→ EXERCISE: What is needed is an exact copy of the lines in the listing below, from the one with "For a GIS import: Transcribe" up to and including the one with "Summarize the content", with no other lines.

→ DATA RECORDS:
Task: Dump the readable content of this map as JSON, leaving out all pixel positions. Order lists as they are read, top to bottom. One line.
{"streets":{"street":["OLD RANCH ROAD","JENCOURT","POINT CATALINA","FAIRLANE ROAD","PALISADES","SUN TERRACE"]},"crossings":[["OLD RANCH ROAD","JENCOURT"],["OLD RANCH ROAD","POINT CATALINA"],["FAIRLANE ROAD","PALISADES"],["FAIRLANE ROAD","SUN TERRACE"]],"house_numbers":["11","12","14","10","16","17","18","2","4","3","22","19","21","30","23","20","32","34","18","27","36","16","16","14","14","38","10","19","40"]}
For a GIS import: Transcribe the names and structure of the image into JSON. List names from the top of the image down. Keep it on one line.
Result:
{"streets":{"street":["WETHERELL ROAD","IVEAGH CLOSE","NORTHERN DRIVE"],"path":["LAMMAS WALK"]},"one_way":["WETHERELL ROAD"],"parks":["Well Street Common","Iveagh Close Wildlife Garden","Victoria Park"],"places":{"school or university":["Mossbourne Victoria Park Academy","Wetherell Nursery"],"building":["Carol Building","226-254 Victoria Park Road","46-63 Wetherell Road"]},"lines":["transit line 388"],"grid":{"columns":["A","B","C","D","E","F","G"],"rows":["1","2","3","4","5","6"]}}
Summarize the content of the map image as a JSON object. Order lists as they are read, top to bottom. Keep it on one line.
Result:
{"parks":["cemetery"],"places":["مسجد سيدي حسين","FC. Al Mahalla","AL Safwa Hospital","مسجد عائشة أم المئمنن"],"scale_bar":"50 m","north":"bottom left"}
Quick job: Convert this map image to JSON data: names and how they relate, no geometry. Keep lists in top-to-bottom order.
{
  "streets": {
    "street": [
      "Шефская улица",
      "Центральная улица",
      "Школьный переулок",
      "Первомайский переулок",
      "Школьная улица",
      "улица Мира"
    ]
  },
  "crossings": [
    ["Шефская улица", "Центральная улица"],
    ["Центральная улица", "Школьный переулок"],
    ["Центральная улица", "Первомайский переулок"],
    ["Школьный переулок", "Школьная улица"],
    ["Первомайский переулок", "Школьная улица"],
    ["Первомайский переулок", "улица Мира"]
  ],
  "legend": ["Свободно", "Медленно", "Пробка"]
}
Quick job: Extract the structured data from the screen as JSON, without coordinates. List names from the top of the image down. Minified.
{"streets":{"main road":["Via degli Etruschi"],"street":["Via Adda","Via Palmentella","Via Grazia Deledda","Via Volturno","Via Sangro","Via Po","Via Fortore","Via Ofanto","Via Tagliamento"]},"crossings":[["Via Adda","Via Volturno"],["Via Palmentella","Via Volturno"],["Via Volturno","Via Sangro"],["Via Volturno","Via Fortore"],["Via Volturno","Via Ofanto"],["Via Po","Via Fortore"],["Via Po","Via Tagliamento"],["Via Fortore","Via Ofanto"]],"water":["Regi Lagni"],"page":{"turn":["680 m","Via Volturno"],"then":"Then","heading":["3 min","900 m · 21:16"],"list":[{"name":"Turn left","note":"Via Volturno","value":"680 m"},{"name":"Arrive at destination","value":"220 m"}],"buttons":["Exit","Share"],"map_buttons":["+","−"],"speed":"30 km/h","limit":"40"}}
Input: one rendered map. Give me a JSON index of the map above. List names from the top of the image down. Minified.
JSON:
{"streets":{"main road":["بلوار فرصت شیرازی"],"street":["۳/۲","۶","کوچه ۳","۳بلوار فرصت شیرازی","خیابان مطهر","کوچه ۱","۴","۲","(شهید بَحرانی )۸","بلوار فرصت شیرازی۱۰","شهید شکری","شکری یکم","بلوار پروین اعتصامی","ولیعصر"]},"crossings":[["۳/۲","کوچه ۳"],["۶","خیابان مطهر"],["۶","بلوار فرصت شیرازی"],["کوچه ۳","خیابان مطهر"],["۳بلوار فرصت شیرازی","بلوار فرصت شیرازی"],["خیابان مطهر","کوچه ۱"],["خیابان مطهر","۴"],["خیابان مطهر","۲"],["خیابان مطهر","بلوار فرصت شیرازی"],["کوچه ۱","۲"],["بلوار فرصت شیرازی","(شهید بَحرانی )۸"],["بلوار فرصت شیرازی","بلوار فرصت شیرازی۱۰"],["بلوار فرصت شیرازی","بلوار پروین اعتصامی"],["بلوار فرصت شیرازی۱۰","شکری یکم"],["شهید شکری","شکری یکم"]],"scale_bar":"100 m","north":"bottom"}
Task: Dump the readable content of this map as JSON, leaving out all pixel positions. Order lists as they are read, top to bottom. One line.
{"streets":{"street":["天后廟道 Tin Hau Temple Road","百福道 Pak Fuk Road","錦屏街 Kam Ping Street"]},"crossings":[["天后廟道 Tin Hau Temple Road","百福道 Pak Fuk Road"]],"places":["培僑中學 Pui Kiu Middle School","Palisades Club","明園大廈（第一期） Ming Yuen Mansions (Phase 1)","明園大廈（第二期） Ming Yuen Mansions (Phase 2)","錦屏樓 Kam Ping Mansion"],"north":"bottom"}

→ RESPONSE TO THE TASK:
For a GIS import: Transcribe the names and structure of the image into JSON. List names from the top of the image down. Keep it on one line.
Result:
{"streets":{"street":["WETHERELL ROAD","IVEAGH CLOSE","NORTHERN DRIVE"],"path":["LAMMAS WALK"]},"one_way":["WETHERELL ROAD"],"parks":["Well Street Common","Iveagh Close Wildlife Garden","Victoria Park"],"places":{"school or university":["Mossbourne Victoria Park Academy","Wetherell Nursery"],"building":["Carol Building","226-254 Victoria Park Road","46-63 Wetherell Road"]},"lines":["transit line 388"],"grid":{"columns":["A","B","C","D","E","F","G"],"rows":["1","2","3","4","5","6"]}}
Summarize the content of the map image as a JSON object. Order lists as they are read, top to bottom. Keep it on one line.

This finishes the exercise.